La mafia fa terra bruciata
Belpasso, Borgo Sabotino, Castelvetrano, Mesagne: terre confiscate alla mafia e recuperate faticosamente dalle cooperative. E la risposta della mafia è appiccare il fuoco
Aria calda, l’odore dell’erba secca bruciata entra nelle narici portato da un venticello che mitiga quell’aria. Ci troviamo in contrada “Casa Bianca”, comune di Belpasso, qui c’è un agrumeto confiscato alla mafia e più precisamente alla famiglia Riela, che fa capo alla cosca Ercolano Santapaola.
La cooperativa agricola dedicata a Beppe Montana, ucciso dalla mafia il 28 luglio 1985, ha avuto in consegna l’agrumeto e con molti sforzi e qualche risultato incomincia a lavorare. Promuovere il lavoro nei campi agricoli confiscati alla mafia è importante perché crea economia, impiega giovani disoccupati e dà una dignità sociale a tutti noi che crediamo che la mafia va combattuta colpendola nella sua economia.
Nel fine settimana fra l’otto e il dieci giugno una parte dell’agrumeto è andato a fuoco. Le cause non sono state accertate, ma i componenti della cooperativa “Montana” sospettano che dietro ci sia una strategia mafiosa.
Sospetti non del tutto infondati visto che, nello stesso fine settimana, altre aziende agricole confiscate alla mafia hanno subito degli incendi dello stesso tipo: Borgo Sabotino (Latina), Castelvetrano (Trapani), Mesagne (Brindisi). Mesagne dove abitava Melissa Bassi, studentessa uccisa nella strage del diciannove maggio, dove risiede una delle cooperative di “LIBERA TERRA” e, cosa più importante, luogo di origine della “sacra corona unita”, dove risiede uno dei più importanti capi cosca.
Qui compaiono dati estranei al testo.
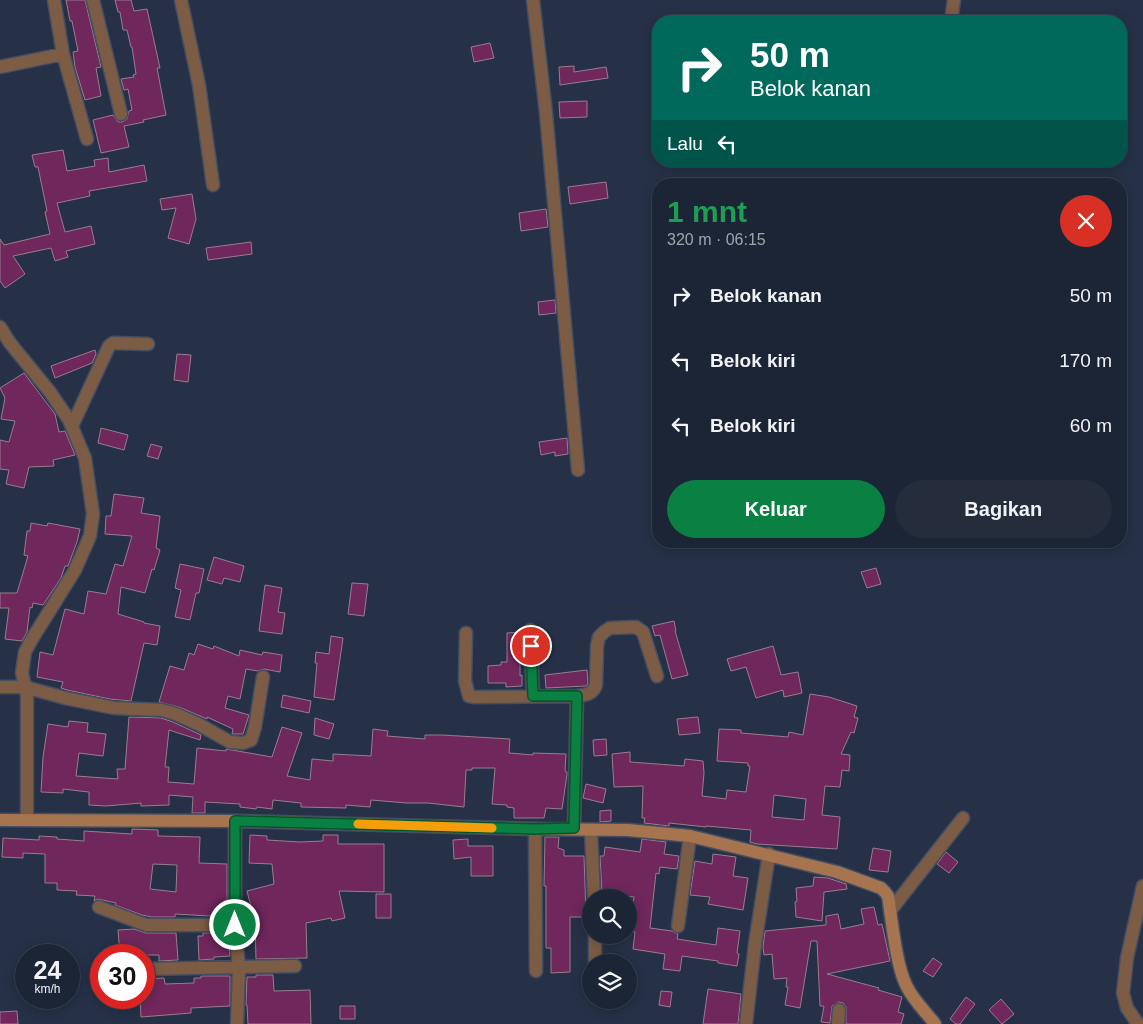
<!DOCTYPE html>
<html lang="id">
<meta charset="utf-8">
<style>
body{margin:0;font-family:Arial,sans-serif;background:#252d3d;color:#f1f3f6;height:100vh;display:flex;flex-direction:column;font-size:19px;white-space:nowrap}
*{box-sizing:border-box;margin:0}
p{font-size:16px;color:#a0a5ad}
.icon{flex:none;width:28px;height:28px;fill:none;stroke:currentColor;stroke-width:2;stroke-linecap:round;stroke-linejoin:round}
.map{position:relative;flex:1;overflow:hidden}
.drawer{position:absolute;left:652px;top:178px;width:475px;height:370px;display:flex;flex-direction:column;background:#1c2535;border-radius:20px;box-shadow:0 2px 12px #0003,0 0 0 1px #3a4250}
.drawer>*{flex:none}
.top-card{position:absolute;left:652px;top:15px;width:475px;height:152px;border-radius:20px;box-shadow:0 2px 12px #0003,0 0 0 1px #3a4250;background:#00695c;color:#fff;overflow:hidden}
.buttons{position:absolute;left:582px;top:889px;display:grid;gap:10px}
.buttons a{display:grid;place-items:center;width:55px;height:55px;border-radius:50%;background:#1c2535;box-shadow:0 2px 12px #0003,0 0 0 1px #3a4250;font-size:25px}
.speed{position:absolute;left:15px;top:944px;display:flex;gap:10px;font-size:25px;font-weight:700;text-align:center}
.speed>*{display:grid;place-content:center;width:65px;height:65px;border-radius:50%;background:#1c2535;box-shadow:0 2px 12px #0003,0 0 0 1px #3a4250;line-height:1}
.speed small{font-size:12px;font-weight:400}
.speed .limit{border:8px solid #d22;background:#fff;color:#111}
.pin{position:absolute;display:grid;place-items:center;width:42px;height:42px;color:#fff;margin:-21px;border:2px solid #fff;border-radius:50%;box-shadow:0 1px 5px #0007}
.me{position:absolute;width:55px;margin:-28px;rotate:0deg;stroke-linejoin:round;filter:drop-shadow(0 0 4px #0008)}
.turn{display:flex;align-items:center;gap:18px;height:105px;padding:0 15px;font-size:22px}
.turn .icon{width:65px;height:65px;stroke-width:2.5}
.turn b{display:block;font-size:35px;line-height:42px}
.then{display:flex;align-items:center;height:48px;padding:0 15px;background:#0003;gap:10px;font-size:19px}
.round{display:grid;place-items:center;flex:none;width:52px;height:52px;border-radius:26px;background:#252d3d}
.head{display:flex;align-items:center;justify-content:space-between;height:85px;padding:0 15px}
h1{font-size:30px;font-weight:700;line-height:38px;color:#1e9e55}
.button{display:flex;gap:10px;margin-top:auto;padding:10px 15px}
.button a{flex:1;height:58px;border-radius:30px;background:#0b8043;color:#fff;font-size:20px;font-weight:700;line-height:58px;text-align:center}
.button a+a{background:#252d3d;color:#f1f3f6}
ul{padding:0;list-style:none}
li{display:flex;align-items:center;gap:15px;height:65px;padding:0 15px}
li div{flex:1}
li b{display:block;font-size:19px}
li em{font-style:normal}
.map>svg:first-child{display:block}
.building{fill:#6f275c;stroke:#997c8f;fill-rule:evenodd}
.lines{fill:none;stroke-linecap:round;stroke-linejoin:round}
.street-casing{stroke:#434e63;stroke-width:15}
.secondary-casing{stroke:#434e63;stroke-width:15}
.street{stroke:#7c5c45;stroke-width:12}
.secondary{stroke:#a6744e;stroke-width:12}
.route-casing{stroke:#07532c;stroke-width:12}
.route{stroke:#0b8043;stroke-width:9}
.slow{stroke:#f59e0b;stroke-width:9}
</style>
<div class="map">
<svg width="1143" height="1024" viewBox="0 0 1143 1024">
<rect width="100%" height="100%" fill="#263147"/>
<path class="building" d="M66 0H85L101 67 96 68 101 96 85 100 75 67 73 52 78 51 72 21H70Z
M115 0H131L134 11 147 9 160 68H157L166 115 143 120 144 122 124 126 129 147 101 153 93 120 113 115 118 122H122L127 119 129 111 132 110 128 89 124 90 121 79 134 77 133 75 136 74 132 47H131L127 30H123L120 12H118Z
M490 43 494 58 474 62 471 47Z
M574 66V72L606 67 608 78 560 85 559 67Z
M587 101V117L560 118 559 102Z
M63 150 67 171 95 166 94 160 108 158 109 172 144 165 147 181 89 191 90 196 57 203 65 232 91 226 95 244 66 251 68 257 55 261 51 248 13 256 25 274 5 288 0 281V239L4 245 50 234 45 212 47 211 38 167H35L32 155Z
M606 182 608 198 570 204 568 187Z
M192 194 196 219 189 244 168 238 176 208 162 210 160 199Z
M546 209 548 227 521 231 519 213Z
M251 242 252 254 208 260 206 248Z
M555 300 556 313 539 315 538 302Z
M95 350 96 354 92 363 55 378 51 366Z
M177 354 191 355 188 382 174 380Z
M24 373 55 414 59 432 65 431 75 455 53 460 54 466 29 467 24 488 6 484 9 470 0 469V440L9 442 15 421 1 419 5 398 0 388Z
M101 428 128 435 124 450 98 443Z
M567 438 568 454 555 456V452L541 455 539 442Z
M151 444 162 447 158 459 147 456Z
M114 494 144 498 141 513 160 516 156 548 160 550 154 570 152 569 145 593 121 587 118 614 144 622V623L160 626 157 645 144 643 131 701 110 699 67 690 61 688 63 682 37 677 40 652 53 655 65 609 84 614 88 591 106 594 115 564 123 566 132 536 105 534 106 516H111Z
M31 523 47 526 48 523 80 529 77 542 68 566H65L61 578 43 605 33 603 32 608 30 607 27 632 22 641 5 639 9 608H0V593H17L28 556 24 555 27 531H30Z
M214 557 244 566 240 582 224 578 222 584 207 580Z
M180 564 204 569 199 593H196L190 620 175 617 181 590 175 588Z
M876 568 881 584 867 588 861 572Z
M352 583 368 584 364 616 348 614Z
M265 585 282 588 278 612 285 613 282 634 259 631Z
M674 621 676 631H675L688 675 672 679 660 635 655 636 652 626Z
M521 632 522 653H520V676L522 675V686L506 687V683H488V666L501 665V662H507V633Z
M331 636 343 638 334 700 314 697 317 663H315L316 652 329 654Z
M198 644 213 649 214 646 239 656 240 650 262 655 263 652 282 655 280 672 264 669 258 671 246 669 240 699 228 696 225 708 249 715 243 734H232L233 729 207 717V719L179 707 159 702 170 666 184 670 189 653 194 655Z
M773 646 781 675 798 672 802 693 784 697 783 690 756 698 746 667 731 671 727 659Z
M587 670 588 684 586 686 546 688 545 675Z
M810 694 829 697 857 706 854 717 858 718 854 733 851 732 841 754 850 755 849 771 842 770 840 787 825 786 822 815 840 817 837 849 757 844 750 842 751 830 706 826V827L669 823V826L644 823 645 818H642L643 786 614 787 612 754 630 752V762L684 766 685 759 703 761 704 773 702 796 726 799 727 790 746 792 750 766H748V763L717 761 719 729 741 730V733L788 737 789 732 803 735ZM774 795 806 799 804 820 772 817Z
M283 695 311 701 309 713 281 707Z
M129 717 161 718 173 722 201 735 200 740 169 730 165 767H169L168 782 194 784 197 748 226 751V749L272 757 282 727 302 733 287 776 310 780 312 759 333 761V754L371 756 373 729 388 731 387 736 425 739V735H442L510 739 509 753 533 755V753L566 754 565 771 567 772V774L562 809 546 808 544 818H514V808L507 807V805L492 804 495 768H472V770H466L464 807 428 803H407L371 800 370 807 346 805V808L301 807V803L273 800 272 809 257 807 256 809 240 807V804L205 802V813H192L193 797 169 795V805L141 806V803L106 806 89 805V792L63 789V793L41 792 43 757 48 724 68 727 69 721 88 723 87 732 106 734 103 756 79 753 76 776 118 779 117 769H125Z
M698 717 700 733 679 735 677 719Z
M315 718 334 724 329 739 314 735Z
M606 739 607 755 594 756 593 740Z
M586 784 606 789 603 803 583 798Z
M611 810V821L600 822V811Z
M132 829 158 830V836L200 837 199 863 227 864V917L175 914V917H152L142 915 115 905 116 903 98 899 94 901 95 896 76 895 77 891 57 890V883H45V854L23 853V858L2 857 3 838 39 840V836L57 837V839L84 841V831L132 834ZM153 864 177 865 176 892 150 889Z
M250 835 267 836V840L300 842 323 841V835H338V844H384V892L339 891 345 918 332 921 331 918 306 923 307 958 256 959 255 922 247 891 274 884 272 864 249 863Z
M545 837H559L558 848 564 850V856H584L586 917H570V972L551 973V948H546V886H544Z
M468 839V846H493V876H471V857L454 859 453 840Z
M642 839 666 842 664 854 679 856 677 869 660 867 659 874 656 873 650 928 672 931 678 934 677 939 716 945 718 928 740 931 737 953 739 954 737 966 718 963V961L682 956 680 971 663 969 665 954 633 949 635 932 629 931 634 897 602 893 600 856H604L605 847 640 852Z
M873 848 891 851 888 872 869 870Z
M946 852 958 862 949 873 937 864Z
M713 854 736 857 733 876 748 878 743 910 708 904 710 897 690 895 695 861 712 864Z
M814 877 828 878 846 884 847 889 824 892 822 921 796 917 795 902 797 901 796 888 813 886Z
M376 894H391V918H376Z
M874 907 878 925 882 924 890 961 827 974 879 988 878 990 902 997 898 1012 904 1014 901 1024H846V1007L843 1003 839 1002 832 1006 830 1023 821 1022 824 1006H820L817 941H811L800 1008 785 1005 788 987H786L787 978 774 979 772 954 764 955 763 947 765 931 826 925V916L838 914 841 929 864 924 861 909Z
M134 929 146 933H176L178 960 159 961V955H120L118 930Z
M203 933H228L230 956 214 957V959L199 960 198 936H203Z
M933 958 942 964 933 977 923 971Z
M256 975H273L274 991 310 990 311 1024H248L247 1005H246L247 977H256Z
M201 976H230V1006L191 1008V1013L141 1017 140 998H144V979L164 978 165 984 194 983V978H201Z
M708 989 741 994 738 1024H703Z
M661 991 672 992 670 1007 659 1005Z
M966 997 975 1004 960 1024H956L950 1019Z
M1001 999 1014 1014 1002 1024 989 1010Z
M340 1006H355V1019H340Z
M17 1011 18 1024H0V1012Z"/>
<g class="lines">
<g class="street-casing">
<path id="street" d="M54 0 63 54 87 139
M93 0 121 114
M181 0 199 85 213 185
M533 0 546 113 578 470
M951 21 954 0
M0 67 63 54
M0 327 10 343 50 392 69 420 85 458 93 514 90 536 75 570 32 639 25 652 22 673 27 696V820
M72 426 109 346 113 343 148 344
M530 630 533 696
M466 633 465 681 469 696 473 697 577 696C586 695 593 694 596 685L597 646 599 637 604 632 610 628 636 627 643 632 657 676
M0 687H25L65 698 114 708 162 710 176 714 200 725 230 742 243 743 251 740 255 727 263 677
M235 821V925L239 968 237 1024
M574 828 577 696
M535 829 536 971
M591 830 594 898
M99 907 146 925H235
M890 911 963 818
M678 926 690 836
M595 935V962
M144 969 295 966
M746 1024 755 944 769 854
M838 1024 839 1010
M1138 1024 1127 1008 1123 993 1127 958 1143 886"/>
</g>
<g class="secondary-casing">
<path id="secondary" d="M0 820 235 821 535 829 628 830 690 836 837 872 881 888 885 892 888 896C892 921 896 966 907 987 914 1001 926 1012 935 1024"/>
</g>
<use href="#street" class="street"/>
<use href="#secondary" class="secondary"/>
</g>
<g class="lines">
<g class="route-casing">
<path id="route" d="M235 925V821L534 829 574 828 577 696H533L531 646"/>
</g>
<use href="#route" class="route"/>
<path class="slow" d="M358 824 492 828"/>
</g>
</svg>
<div class="buttons">
<a><svg class="icon" aria-label="search" viewBox="0 0 24 24"><circle cx="10" cy="10" r="6"/><path d="M15 15l6 6"/></svg></a>
<a><svg class="icon" aria-label="layers" viewBox="0 0 24 24"><path d="M12 4l9 5-9 5-9-5zM3 14l9 5 9-5"/></svg></a>
</div>
<div class="speed"><div>24<small>km/h</small></div><div class="limit">30</div></div>
<div class="pin" style="left:531px;top:646px;background:#d93025"><svg class="icon" aria-label="arrive" viewBox="0 0 24 24"><path d="M6 21V4h12l-3 4 3 4H6"/></svg></div>
<svg class="me" style="left:235px;top:925px" viewBox="-20 -20 40 40"><circle r="17" fill="#0b8043" stroke="#fff" stroke-width="3"/><path d="M0-11L8 9 0 5-8 9z" fill="#fff"/></svg>
<div class="top-card">
<div class="turn"><svg class="icon" aria-label="right" viewBox="0 0 24 24"><path d="M7 20v-9h11M14 6l5 5-5 5"/></svg><div><b>50 m</b>Belok kanan</div></div>
<div class="then">Lalu<svg class="icon" aria-label="left" viewBox="0 0 24 24"><path d="M17 20v-9H6M10 6l-5 5 5 5"/></svg></div>
</div>
<section class="drawer">
<div class="head"><div><h1>1 mnt</h1><p>320 m · 06:15</p></div><a class="round" style="background:#d93025;color:#fff"><svg class="icon" aria-label="close" viewBox="0 0 24 24"><path d="M6 6l12 12M18 6L6 18"/></svg></a></div>
<ul>
<li><svg class="icon" aria-label="right" viewBox="0 0 24 24"><path d="M7 20v-9h11M14 6l5 5-5 5"/></svg><div><b>Belok kanan</b></div><em>50 m</em></li>
<li><svg class="icon" aria-label="left" viewBox="0 0 24 24"><path d="M17 20v-9H6M10 6l-5 5 5 5"/></svg><div><b>Belok kiri</b></div><em>170 m</em></li>
<li><svg class="icon" aria-label="left" viewBox="0 0 24 24"><path d="M17 20v-9H6M10 6l-5 5 5 5"/></svg><div><b>Belok kiri</b></div><em>60 m</em></li>
</ul>
<div class="button"><a>Keluar</a><a>Bagikan</a></div>
</section>
</div>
La società civile catanese non è stata indifferente a questo episodio e, pur non avendo certezza che l’incendio sia stato provocato dalla mafia, ha voluto portare la sua solidarietà alla cooperativa “Montana” in un incontro avvenuto domenica diciassette giugno presso il campo confiscato. Tutte le organizzazioni hanno preso la parola, da Pax Christi all’AMPI, alle associazioni antiracket ai gruppi scout della provincia di Catania e a quelli di Treviglio di Bergamo, che soggiornano qui per un campo di lavoro estivo per conoscere la realtà di questa cooperativa.
L’unico intervento stonato è quello dei “giovani democratici” catanesi che hanno detto parole di legalità e contro la mafia dimenticando che da qualche anno il loro partito è alleato con quello del Presidente Lombardo, indagato per concorso esterno.
Per cercare di chiarire ciò che è successo abbiamo chiesto una breve intervista ad Alfio Curcio, uno dei responsabili della cooperativa “Beppe Montana”.
Cosa vi porta a pensare che sia un attentato di tipo mafioso?
Al momento nessuno di noi sta ipotizzando la matrice, ma di certo mi viene difficile pensare all’autocombustione. Non solo, fino a qualche anno fa su quei terreni c’era letteralmente una giungla e non è accaduto nulla. Oggi, dopo gli enormi sacrifici compiuti per riportalo produttivo, ci capita l’incendio. Tra l’altro, proprio l’incuria di chi doveva vigilare su quei terreni ha fatto si che oggi qualsiasi attività colturale è complicatissima per la natura del terreno. Si tratta di un terreno tutto pietre di fiume e, non essendo stato smosso da decenni, ce ne vorrà di tempo per poterlo zappare a regola d’arte.
Gli altri attentati, pura coincidenza o precisa strategia?
Non credo ad una strategia, semmai credo ad un effetto scimmiottatura.
Cosa chiedete alla istituzioni preposte affinché questo non si ripeta?
Maggiore controllo, e fare in modo che i riflettori non si accendano solo in momenti come questi.
Non pensate che un maggiore coinvolgimento della società civile possa evitare che si ripetano questi incidenti? Questo, in fondo, è un buon percorso politico…
Sicuramente il coinvolgimento della società civile ci rafforza ma non è sufficiente, ogni attore deve fare la sua parte.